The permitted-only parameter prevents permitted (authenticated and restricted) sessions from
being aged out and ages denied sessions.

Disabling the aging of MAC addresses on interfaces

To disable aging for all MAC addresses subject to authentication on a specific interface where
multi-device port authentication has been enabled, enter the command at the interface level.

Example

TurboIron(config)#interface e 1

TurboIron(config-if-e10000-1)#mac-authentication disable-aging

Syntax: [no] mac-authentication disable-aging

Changing the hardware aging period for blocked
MAC addresses

When the device is configured to drop traffic from non-authenticated MAC addresses, traffic from
the blocked MAC addresses is dropped in hardware, without being sent to the CPU. A Layer 2
hardware entry is created that drops traffic from the MAC address in hardware. If no traffic is
received from the MAC address for a certain amount of time, this Layer 2 hardware entry is aged
out. If traffic is subsequently received from the MAC address, then an attempt can be made to
authenticate the MAC address again.

Aging of the Layer 2 hardware entry for a blocked MAC address occurs in two phases, known as
hardware aging and software aging.

The software aging period for blocked MAC addresses is configurable through the CLI, with the
mac-authentication max-age command. Once the hardware aging period ends, the software aging
period begins.

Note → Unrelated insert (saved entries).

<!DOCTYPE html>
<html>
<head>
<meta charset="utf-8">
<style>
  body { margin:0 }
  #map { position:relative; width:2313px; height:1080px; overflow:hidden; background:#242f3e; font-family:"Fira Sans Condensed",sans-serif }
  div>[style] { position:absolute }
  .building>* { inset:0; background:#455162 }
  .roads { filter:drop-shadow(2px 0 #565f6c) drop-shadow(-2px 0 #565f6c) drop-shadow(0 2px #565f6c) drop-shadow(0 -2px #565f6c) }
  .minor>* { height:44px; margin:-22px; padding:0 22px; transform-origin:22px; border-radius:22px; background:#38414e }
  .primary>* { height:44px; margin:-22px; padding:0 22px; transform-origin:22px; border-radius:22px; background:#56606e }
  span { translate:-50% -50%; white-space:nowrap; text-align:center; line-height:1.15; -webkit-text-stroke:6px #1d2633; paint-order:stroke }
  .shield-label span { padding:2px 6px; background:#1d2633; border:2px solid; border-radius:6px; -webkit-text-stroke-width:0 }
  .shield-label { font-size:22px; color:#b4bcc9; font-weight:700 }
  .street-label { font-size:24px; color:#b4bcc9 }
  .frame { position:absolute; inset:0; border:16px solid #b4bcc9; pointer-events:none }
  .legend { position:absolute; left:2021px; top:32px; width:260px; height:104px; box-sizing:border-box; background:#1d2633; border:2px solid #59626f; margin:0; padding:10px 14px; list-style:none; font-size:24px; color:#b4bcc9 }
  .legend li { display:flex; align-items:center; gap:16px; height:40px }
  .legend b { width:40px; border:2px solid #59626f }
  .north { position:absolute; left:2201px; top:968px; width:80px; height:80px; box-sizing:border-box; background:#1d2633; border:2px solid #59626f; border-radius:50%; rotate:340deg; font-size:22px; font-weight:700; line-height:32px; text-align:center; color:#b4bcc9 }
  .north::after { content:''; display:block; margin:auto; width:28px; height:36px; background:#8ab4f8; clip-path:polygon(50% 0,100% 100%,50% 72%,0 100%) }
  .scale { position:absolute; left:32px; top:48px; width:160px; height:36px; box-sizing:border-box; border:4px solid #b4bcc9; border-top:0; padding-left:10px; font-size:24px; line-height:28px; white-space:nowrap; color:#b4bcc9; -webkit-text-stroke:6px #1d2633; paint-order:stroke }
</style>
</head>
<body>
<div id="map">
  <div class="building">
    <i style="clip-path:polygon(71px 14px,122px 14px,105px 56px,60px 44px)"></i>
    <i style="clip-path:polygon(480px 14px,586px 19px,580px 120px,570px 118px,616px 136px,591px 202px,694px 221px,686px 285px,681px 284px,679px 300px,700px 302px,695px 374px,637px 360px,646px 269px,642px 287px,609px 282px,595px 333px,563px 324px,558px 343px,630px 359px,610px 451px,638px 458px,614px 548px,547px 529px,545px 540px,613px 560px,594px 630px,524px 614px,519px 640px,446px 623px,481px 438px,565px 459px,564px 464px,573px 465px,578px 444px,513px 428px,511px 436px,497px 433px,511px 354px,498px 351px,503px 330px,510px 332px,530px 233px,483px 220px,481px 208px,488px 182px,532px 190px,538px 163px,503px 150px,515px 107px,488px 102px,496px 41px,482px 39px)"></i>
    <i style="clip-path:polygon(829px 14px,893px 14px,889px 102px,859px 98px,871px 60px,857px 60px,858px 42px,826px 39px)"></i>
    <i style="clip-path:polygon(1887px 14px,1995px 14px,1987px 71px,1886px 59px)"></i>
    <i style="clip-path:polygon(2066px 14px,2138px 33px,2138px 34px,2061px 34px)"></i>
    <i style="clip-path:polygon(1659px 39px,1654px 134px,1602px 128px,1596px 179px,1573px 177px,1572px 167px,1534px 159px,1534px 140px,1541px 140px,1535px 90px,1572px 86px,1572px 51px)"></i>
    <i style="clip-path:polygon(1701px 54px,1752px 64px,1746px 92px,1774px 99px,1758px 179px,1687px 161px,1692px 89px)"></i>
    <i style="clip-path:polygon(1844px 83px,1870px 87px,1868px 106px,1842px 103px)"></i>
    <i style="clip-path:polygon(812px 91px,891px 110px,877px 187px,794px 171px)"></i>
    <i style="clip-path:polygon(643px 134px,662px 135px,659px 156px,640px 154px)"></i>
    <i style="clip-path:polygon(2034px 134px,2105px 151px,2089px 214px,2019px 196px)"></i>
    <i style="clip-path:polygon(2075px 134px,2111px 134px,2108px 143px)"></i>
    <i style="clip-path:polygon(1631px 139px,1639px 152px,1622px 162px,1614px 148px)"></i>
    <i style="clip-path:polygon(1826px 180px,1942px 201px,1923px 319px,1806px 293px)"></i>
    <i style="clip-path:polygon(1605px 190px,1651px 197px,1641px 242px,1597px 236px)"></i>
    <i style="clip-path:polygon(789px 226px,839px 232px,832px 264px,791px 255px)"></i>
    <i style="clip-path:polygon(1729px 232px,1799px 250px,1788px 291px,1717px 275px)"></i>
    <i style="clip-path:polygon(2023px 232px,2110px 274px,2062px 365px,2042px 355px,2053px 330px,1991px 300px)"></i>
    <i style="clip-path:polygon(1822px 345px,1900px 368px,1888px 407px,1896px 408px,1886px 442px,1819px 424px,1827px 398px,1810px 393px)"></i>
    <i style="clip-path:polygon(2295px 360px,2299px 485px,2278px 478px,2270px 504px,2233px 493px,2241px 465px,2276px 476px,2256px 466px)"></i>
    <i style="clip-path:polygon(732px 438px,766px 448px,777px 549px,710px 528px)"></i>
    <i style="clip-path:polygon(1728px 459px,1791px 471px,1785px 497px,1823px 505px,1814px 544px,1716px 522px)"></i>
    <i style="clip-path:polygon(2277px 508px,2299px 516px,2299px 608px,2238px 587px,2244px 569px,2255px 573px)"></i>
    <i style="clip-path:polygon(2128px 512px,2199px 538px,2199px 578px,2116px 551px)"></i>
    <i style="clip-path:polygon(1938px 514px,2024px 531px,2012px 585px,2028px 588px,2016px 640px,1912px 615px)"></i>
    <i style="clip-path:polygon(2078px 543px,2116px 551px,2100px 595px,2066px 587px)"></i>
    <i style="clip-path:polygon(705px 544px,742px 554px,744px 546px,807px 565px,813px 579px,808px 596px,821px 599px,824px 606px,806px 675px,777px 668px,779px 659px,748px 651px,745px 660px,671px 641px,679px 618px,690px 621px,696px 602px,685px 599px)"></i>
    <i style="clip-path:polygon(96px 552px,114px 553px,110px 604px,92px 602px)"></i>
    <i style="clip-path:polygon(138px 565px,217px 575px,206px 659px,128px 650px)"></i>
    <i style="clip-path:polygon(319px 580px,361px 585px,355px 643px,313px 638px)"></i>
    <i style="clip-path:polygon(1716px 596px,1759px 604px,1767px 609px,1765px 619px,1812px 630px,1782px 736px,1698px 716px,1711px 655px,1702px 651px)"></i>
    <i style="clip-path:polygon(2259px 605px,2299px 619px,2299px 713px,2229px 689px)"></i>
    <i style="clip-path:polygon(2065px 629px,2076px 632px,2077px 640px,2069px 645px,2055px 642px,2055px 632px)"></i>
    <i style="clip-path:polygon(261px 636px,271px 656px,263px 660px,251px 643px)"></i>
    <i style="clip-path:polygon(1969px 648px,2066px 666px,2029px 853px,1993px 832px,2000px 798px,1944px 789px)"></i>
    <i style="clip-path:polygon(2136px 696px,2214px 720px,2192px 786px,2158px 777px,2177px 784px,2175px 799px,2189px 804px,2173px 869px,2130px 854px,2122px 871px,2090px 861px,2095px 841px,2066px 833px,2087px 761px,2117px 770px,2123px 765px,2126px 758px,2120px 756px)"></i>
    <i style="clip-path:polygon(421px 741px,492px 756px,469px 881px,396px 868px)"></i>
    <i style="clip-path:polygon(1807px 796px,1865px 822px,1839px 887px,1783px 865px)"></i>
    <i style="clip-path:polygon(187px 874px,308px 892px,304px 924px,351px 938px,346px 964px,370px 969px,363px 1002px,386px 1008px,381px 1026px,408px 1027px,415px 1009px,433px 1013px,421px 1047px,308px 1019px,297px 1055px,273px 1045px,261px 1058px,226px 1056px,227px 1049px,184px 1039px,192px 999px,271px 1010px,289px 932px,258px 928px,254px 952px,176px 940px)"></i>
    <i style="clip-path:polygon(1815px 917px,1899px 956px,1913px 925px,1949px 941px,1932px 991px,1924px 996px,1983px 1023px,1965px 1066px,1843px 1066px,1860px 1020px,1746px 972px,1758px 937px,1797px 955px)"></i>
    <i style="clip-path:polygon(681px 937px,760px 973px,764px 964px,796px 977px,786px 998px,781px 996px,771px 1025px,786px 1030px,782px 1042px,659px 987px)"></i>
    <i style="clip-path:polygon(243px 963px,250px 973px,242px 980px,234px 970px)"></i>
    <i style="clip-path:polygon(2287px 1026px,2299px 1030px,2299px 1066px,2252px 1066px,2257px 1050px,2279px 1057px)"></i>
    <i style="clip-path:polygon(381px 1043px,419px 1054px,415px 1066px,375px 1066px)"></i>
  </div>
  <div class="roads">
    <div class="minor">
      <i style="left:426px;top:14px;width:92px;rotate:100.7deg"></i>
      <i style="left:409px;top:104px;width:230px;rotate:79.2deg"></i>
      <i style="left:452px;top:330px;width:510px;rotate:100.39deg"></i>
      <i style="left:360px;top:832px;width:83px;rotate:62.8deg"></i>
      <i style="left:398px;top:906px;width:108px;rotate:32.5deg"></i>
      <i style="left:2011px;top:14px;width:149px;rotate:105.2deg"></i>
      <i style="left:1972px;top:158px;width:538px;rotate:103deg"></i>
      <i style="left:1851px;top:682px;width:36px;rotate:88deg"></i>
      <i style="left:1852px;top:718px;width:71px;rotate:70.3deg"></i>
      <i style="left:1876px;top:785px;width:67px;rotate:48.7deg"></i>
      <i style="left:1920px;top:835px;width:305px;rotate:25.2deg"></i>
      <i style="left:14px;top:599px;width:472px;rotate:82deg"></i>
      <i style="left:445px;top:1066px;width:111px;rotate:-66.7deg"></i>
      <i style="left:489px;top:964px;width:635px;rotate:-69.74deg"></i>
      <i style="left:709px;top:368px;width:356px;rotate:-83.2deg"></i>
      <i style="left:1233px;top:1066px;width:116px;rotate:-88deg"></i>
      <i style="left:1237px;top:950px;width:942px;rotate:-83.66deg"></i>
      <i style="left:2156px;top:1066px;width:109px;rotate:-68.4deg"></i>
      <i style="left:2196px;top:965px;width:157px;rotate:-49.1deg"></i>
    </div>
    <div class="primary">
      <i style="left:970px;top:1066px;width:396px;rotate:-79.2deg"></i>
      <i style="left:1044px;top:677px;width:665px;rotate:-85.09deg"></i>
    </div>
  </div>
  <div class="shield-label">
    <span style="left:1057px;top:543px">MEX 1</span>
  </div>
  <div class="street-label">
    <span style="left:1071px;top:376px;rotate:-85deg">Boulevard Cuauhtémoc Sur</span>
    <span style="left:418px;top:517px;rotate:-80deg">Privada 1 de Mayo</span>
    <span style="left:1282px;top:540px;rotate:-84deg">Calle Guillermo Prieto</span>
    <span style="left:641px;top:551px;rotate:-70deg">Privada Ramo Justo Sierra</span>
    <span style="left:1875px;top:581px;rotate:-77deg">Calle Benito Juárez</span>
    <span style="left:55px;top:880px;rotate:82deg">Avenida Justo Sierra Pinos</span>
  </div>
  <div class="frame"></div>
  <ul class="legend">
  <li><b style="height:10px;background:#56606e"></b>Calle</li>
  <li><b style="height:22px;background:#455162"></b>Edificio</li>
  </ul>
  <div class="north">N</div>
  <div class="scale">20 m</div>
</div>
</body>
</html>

When the software aging period ends, the blocked MAC address ages out, and can
be authenticated again if the device receives traffic from the MAC address.

To change the hardware aging period for blocked MAC addresses, enter a command such as the
following.

TurboIron(config)#mac-authentication hw-deny-age 10

Syntax: [no] mac-authentication hw-deny-age <num>

The <num> parameter is a value from 1 to 65535 seconds. The default is 70 seconds.